__EXERCISE DIRECTIONS__:
Pick out the lines below that contain the string "Cami" and copy them all.

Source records
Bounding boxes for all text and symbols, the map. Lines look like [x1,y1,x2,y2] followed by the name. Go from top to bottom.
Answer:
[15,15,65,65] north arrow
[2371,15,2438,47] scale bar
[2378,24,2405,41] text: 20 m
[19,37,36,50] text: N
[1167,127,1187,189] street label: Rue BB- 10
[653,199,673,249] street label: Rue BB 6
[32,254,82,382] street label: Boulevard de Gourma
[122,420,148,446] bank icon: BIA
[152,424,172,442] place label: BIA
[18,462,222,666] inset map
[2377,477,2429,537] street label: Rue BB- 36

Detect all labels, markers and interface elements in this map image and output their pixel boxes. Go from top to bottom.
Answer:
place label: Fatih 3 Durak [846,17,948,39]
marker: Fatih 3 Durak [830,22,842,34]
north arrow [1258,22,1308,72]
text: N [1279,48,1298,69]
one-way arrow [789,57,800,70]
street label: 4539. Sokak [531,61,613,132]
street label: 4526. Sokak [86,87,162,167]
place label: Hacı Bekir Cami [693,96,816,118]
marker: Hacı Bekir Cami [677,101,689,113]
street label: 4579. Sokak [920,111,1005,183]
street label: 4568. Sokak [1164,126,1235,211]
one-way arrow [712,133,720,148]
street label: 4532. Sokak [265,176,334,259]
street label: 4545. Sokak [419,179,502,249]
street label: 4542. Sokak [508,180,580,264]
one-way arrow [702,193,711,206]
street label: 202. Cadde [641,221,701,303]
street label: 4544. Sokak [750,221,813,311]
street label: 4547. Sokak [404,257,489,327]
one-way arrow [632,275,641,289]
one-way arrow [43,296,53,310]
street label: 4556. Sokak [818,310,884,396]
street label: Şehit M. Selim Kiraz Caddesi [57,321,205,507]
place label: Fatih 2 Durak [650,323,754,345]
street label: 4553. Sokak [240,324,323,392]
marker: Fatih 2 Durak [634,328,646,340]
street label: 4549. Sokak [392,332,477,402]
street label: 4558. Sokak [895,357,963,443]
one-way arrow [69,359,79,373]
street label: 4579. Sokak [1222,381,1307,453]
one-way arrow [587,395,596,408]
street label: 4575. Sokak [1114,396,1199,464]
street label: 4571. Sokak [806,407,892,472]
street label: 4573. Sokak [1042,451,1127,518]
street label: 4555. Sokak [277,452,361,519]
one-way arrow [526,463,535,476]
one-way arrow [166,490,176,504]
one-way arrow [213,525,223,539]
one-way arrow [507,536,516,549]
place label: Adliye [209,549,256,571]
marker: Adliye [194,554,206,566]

__RESULT BELOW__:
place label: Hacı Bekir Cami [693,96,816,118]
marker: Hacı Bekir Cami [677,101,689,113]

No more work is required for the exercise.